● **Dataset excerpts**:
%%

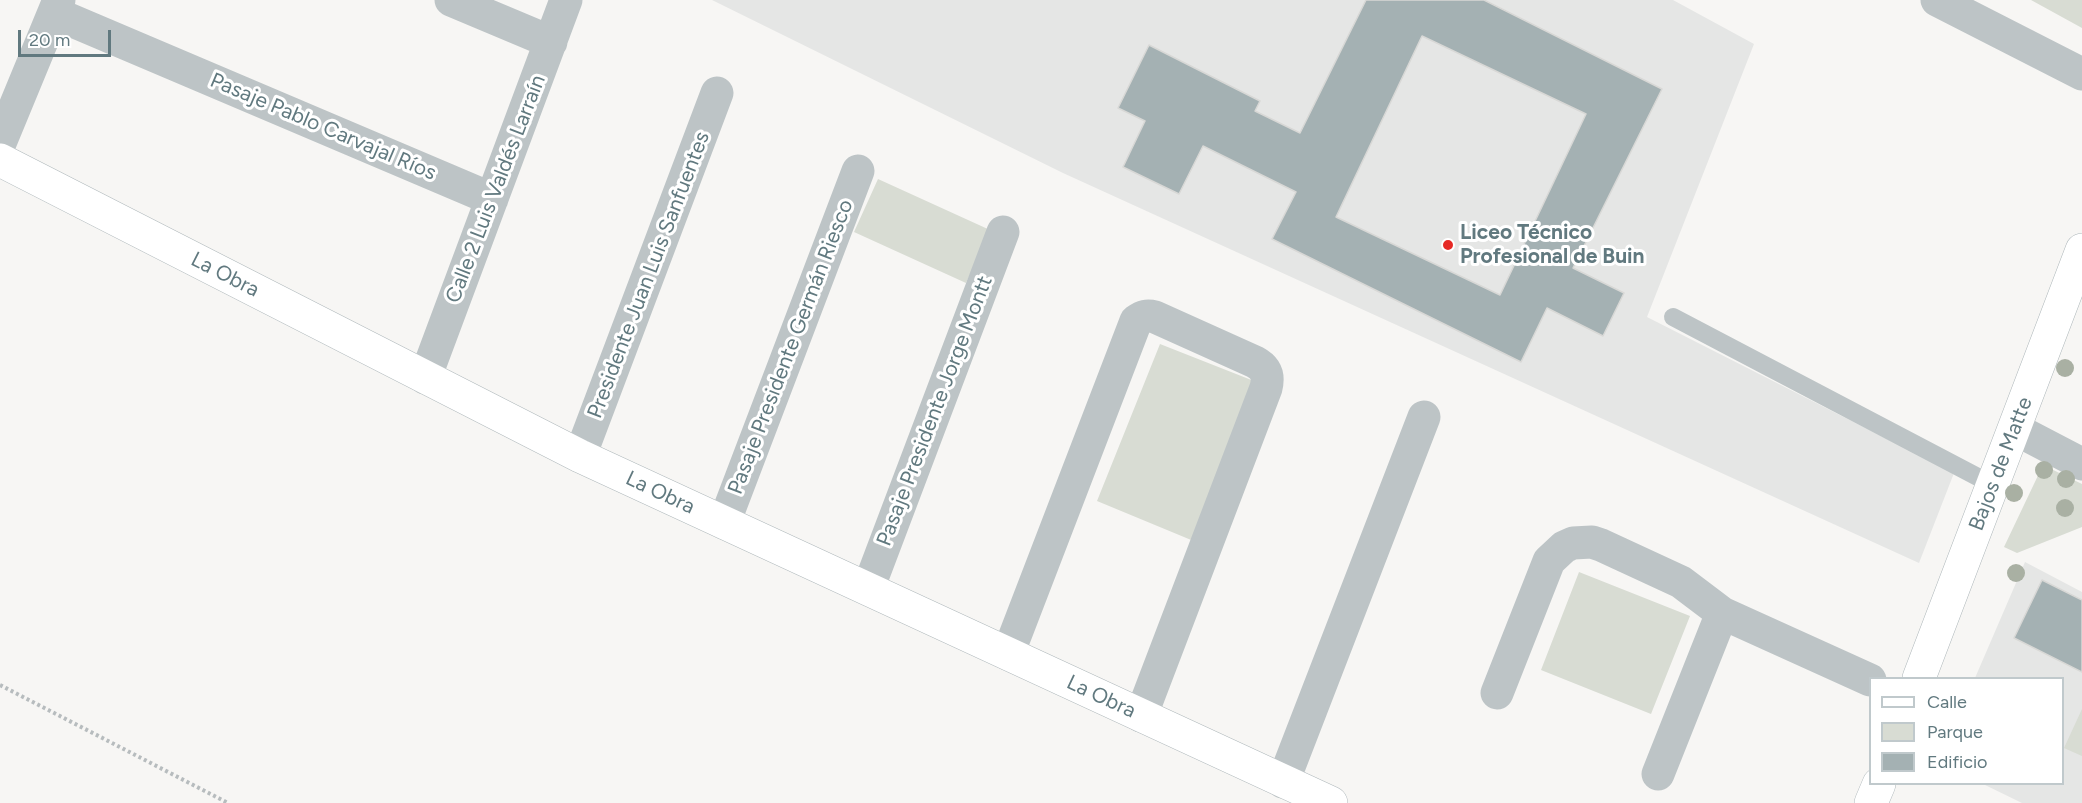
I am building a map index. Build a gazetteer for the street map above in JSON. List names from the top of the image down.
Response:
{
  "streets": {
    "main road": ["La Obra", "Bajos de Matte"],
    "street": [
      "Pasaje Pablo Carvajal Ríos",
      "Calle 2 Luis Valdés Larraín",
      "Presidente Juan Luis Sanfuentes",
      "Pasaje Presidente Germán Riesco",
      "Pasaje Presidente Jorge Montt"
    ]
  },
  "crossings": [
    ["Pasaje Pablo Carvajal Ríos", "Calle 2 Luis Valdés Larraín"],
    ["Calle 2 Luis Valdés Larraín", "La Obra"],
    ["La Obra", "Presidente Juan Luis Sanfuentes"],
    ["La Obra", "Pasaje Presidente Germán Riesco"],
    ["La Obra", "Pasaje Presidente Jorge Montt"]
  ],
  "places": ["Liceo Técnico Profesional de Buin"],
  "legend": ["Calle", "Parque", "Edificio"],
  "scale_bar": "20 m"
}
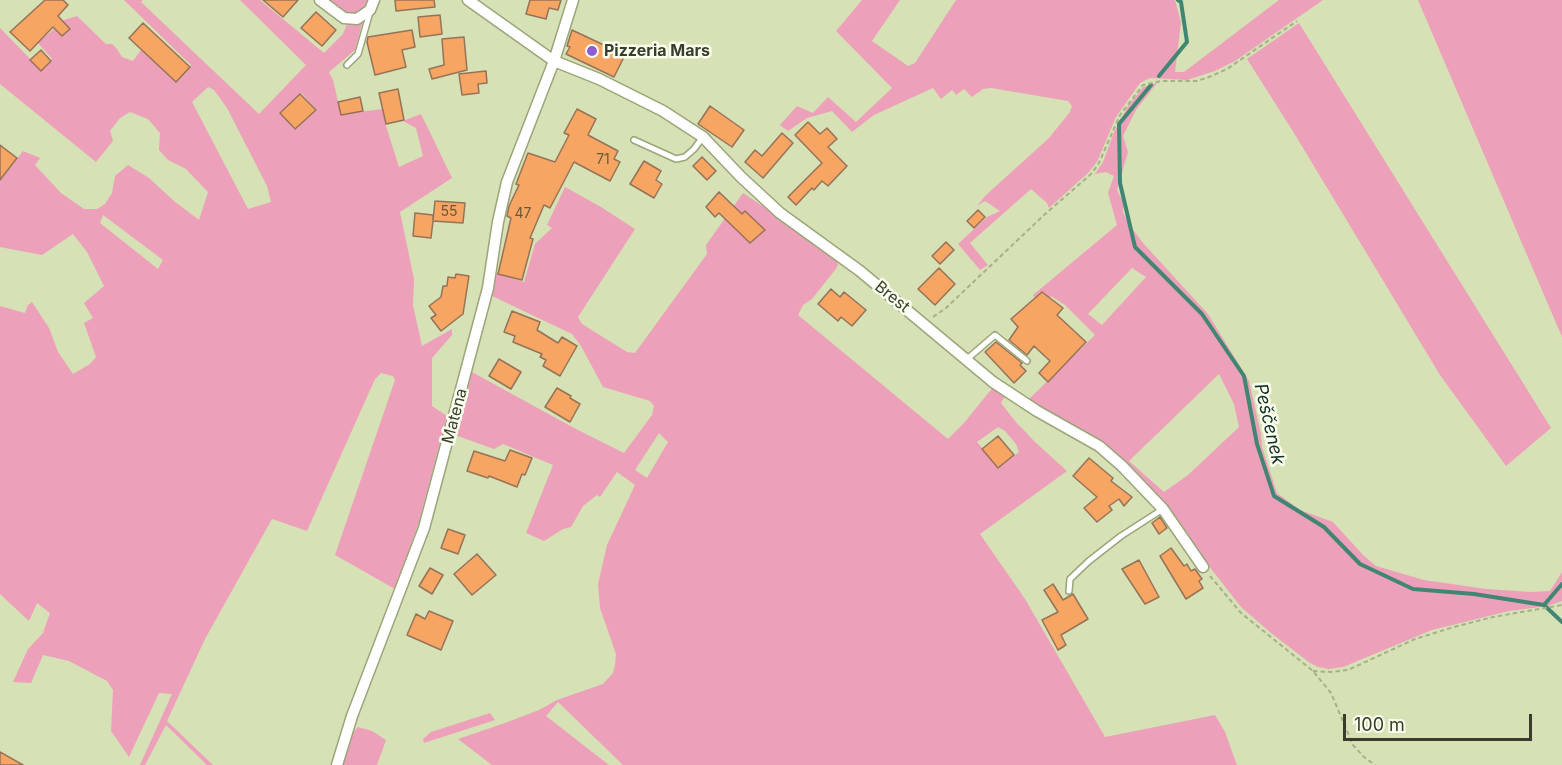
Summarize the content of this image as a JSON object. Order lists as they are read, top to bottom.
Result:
{
  "streets": {
    "street": ["Brest", "Matena"]
  },
  "crossings": [
    ["Brest", "Matena"]
  ],
  "water": ["Peščenek"],
  "places": ["Pizzeria Mars"],
  "house_numbers": ["71", "55", "47"],
  "scale_bar": "100 m"
}
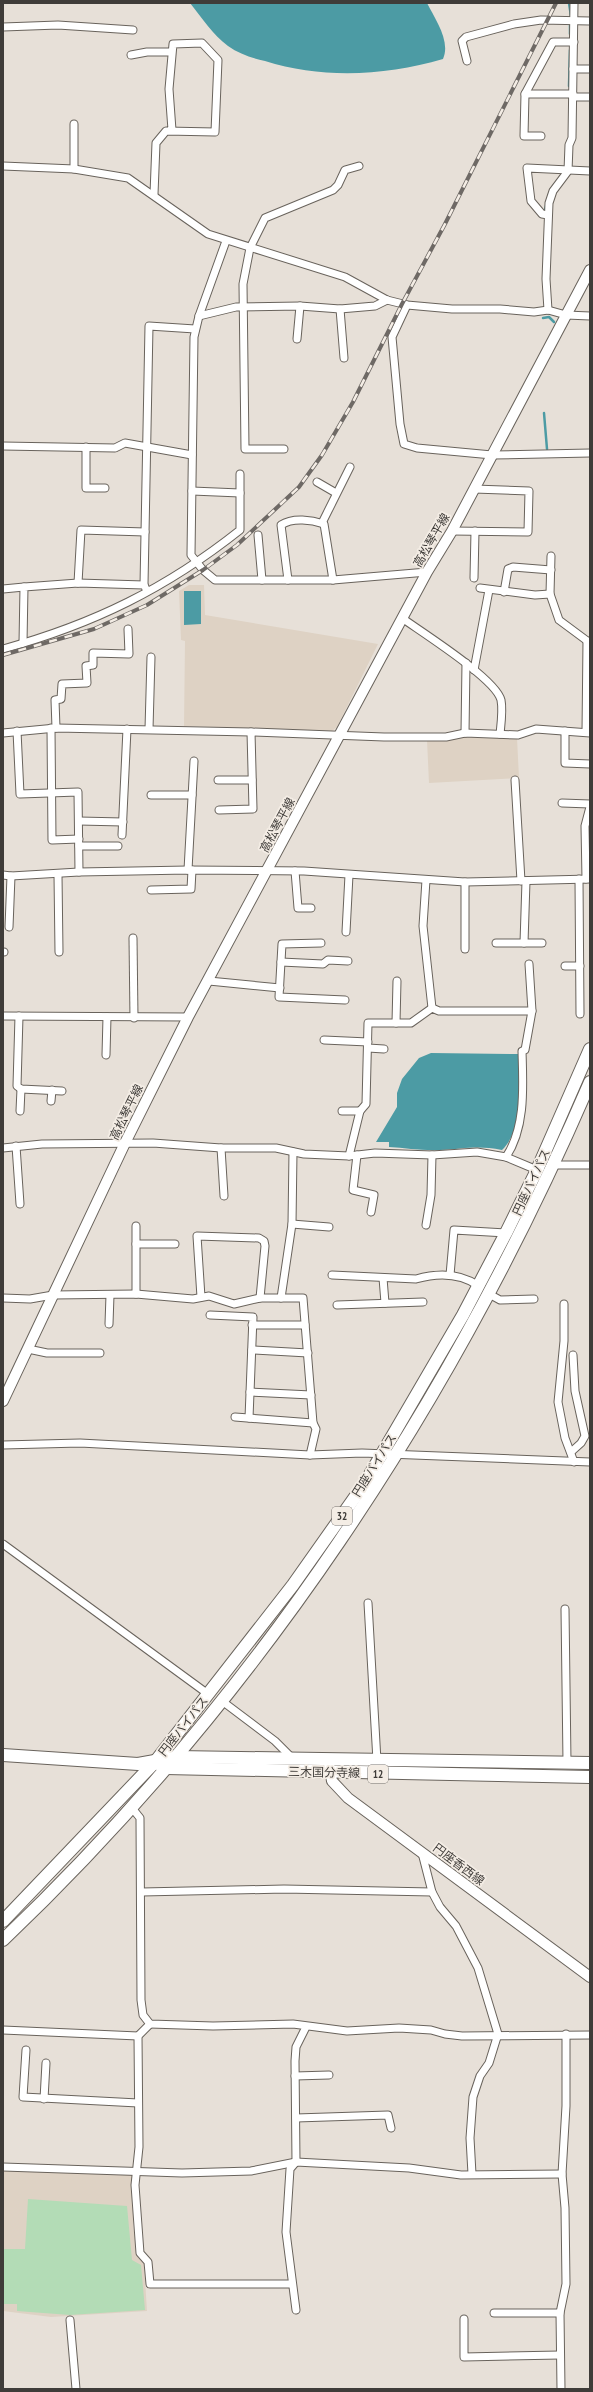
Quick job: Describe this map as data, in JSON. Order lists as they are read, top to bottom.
{
  "streets": {
    "main road": [
      "高松琴平線",
      "円座バイパス",
      "32",
      "三木国分寺線",
      "12",
      "円座香西線"
    ]
  },
  "crossings": [
    ["円座バイパス", "三木国分寺線"],
    ["三木国分寺線", "円座香西線"]
  ]
}
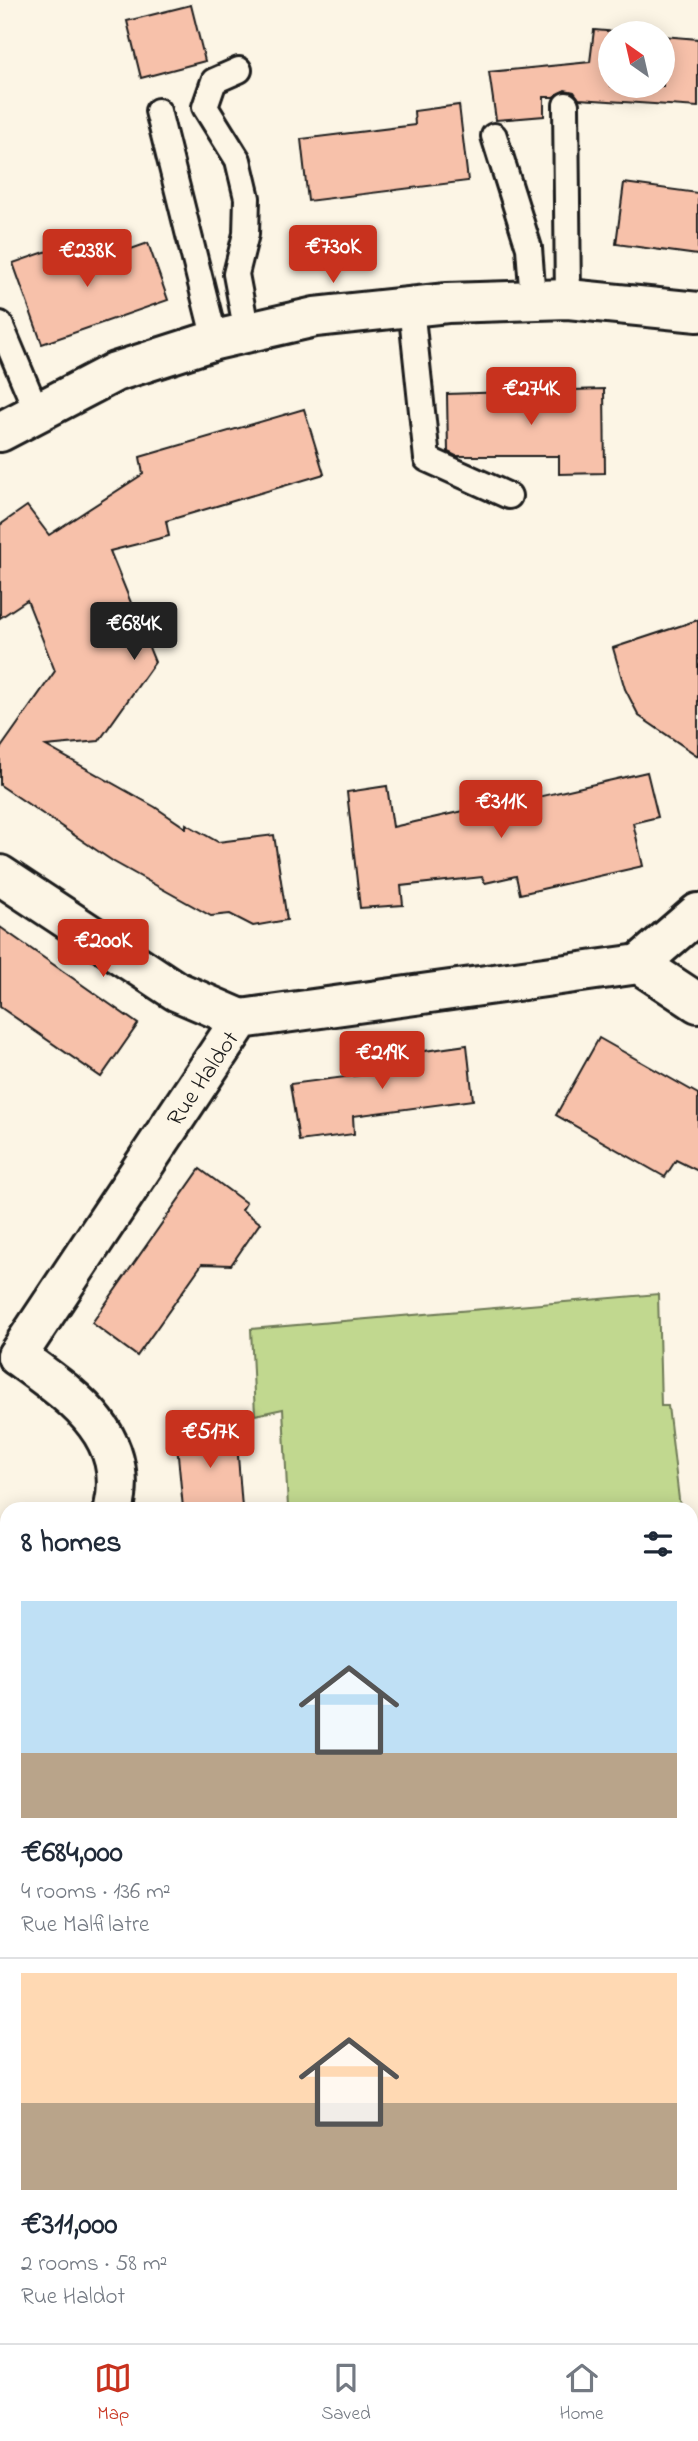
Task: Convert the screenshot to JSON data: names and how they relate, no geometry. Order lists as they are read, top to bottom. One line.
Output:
{"streets":{"street":["Rue Haldot"]},"north":"top left","page":{"price":["€730K","€238K","€274K","€684K","€311K","€200K","€219K","€517K"],"heading":"8 homes","list":[{"name":"€684,000","note":"4 rooms · 136 m² · Rue Malfilatre"},{"name":"€311,000","note":"2 rooms · 58 m² · Rue Haldot"}],"tabs":["Map","Saved","Home"]}}
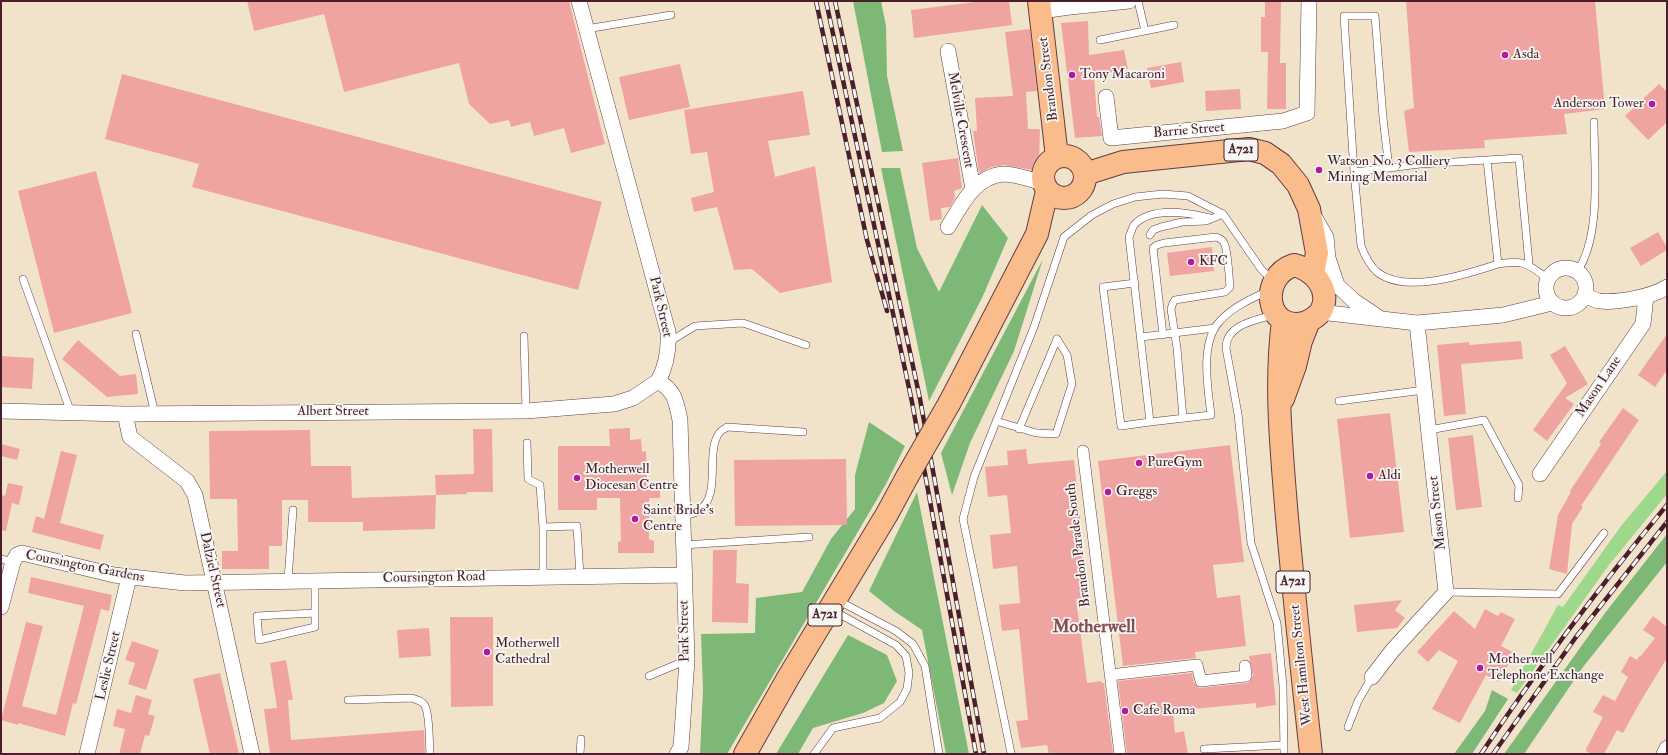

%%

● **Directions for this task**: Down to the last line, print the material exactly, but not its pictures.

● **Written reply**:
I am building a map index. Build a gazetteer for the street map above in JSON. List names from the top of the image down.
Response:
{
  "streets": {
    "main road": ["La Obra", "Bajos de Matte"],
    "street": [
      "Pasaje Pablo Carvajal Ríos",
      "Calle 2 Luis Valdés Larraín",
      "Presidente Juan Luis Sanfuentes",
      "Pasaje Presidente Germán Riesco",
      "Pasaje Presidente Jorge Montt"
    ]
  },
  "crossings": [
    ["Pasaje Pablo Carvajal Ríos", "Calle 2 Luis Valdés Larraín"],
    ["Calle 2 Luis Valdés Larraín", "La Obra"],
    ["La Obra", "Presidente Juan Luis Sanfuentes"],
    ["La Obra", "Pasaje Presidente Germán Riesco"],
    ["La Obra", "Pasaje Presidente Jorge Montt"]
  ],
  "places": ["Liceo Técnico Profesional de Buin"],
  "legend": ["Calle", "Parque", "Edificio"],
  "scale_bar": "20 m"
}
Summarize the content of this image as a JSON object. Order lists as they are read, top to bottom.
Result:
{
  "streets": {
    "street": ["Brest", "Matena"]
  },
  "crossings": [
    ["Brest", "Matena"]
  ],
  "water": ["Peščenek"],
  "places": ["Pizzeria Mars"],
  "house_numbers": ["71", "55", "47"],
  "scale_bar": "100 m"
}
Quick job: Describe this map as data, in JSON. Order lists as they are read, top to bottom.
{
  "streets": {
    "main road": [
      "高松琴平線",
      "円座バイパス",
      "32",
      "三木国分寺線",
      "12",
      "円座香西線"
    ]
  },
  "crossings": [
    ["円座バイパス", "三木国分寺線"],
    ["三木国分寺線", "円座香西線"]
  ]
}
Task: Convert the screenshot to JSON data: names and how they relate, no geometry. Order lists as they are read, top to bottom. One line.
Output:
{"streets":{"street":["Rue Haldot"]},"north":"top left","page":{"price":["€730K","€238K","€274K","€684K","€311K","€200K","€219K","€517K"],"heading":"8 homes","list":[{"name":"€684,000","note":"4 rooms · 136 m² · Rue Malfilatre"},{"name":"€311,000","note":"2 rooms · 58 m² · Rue Haldot"}],"tabs":["Map","Saved","Home"]}}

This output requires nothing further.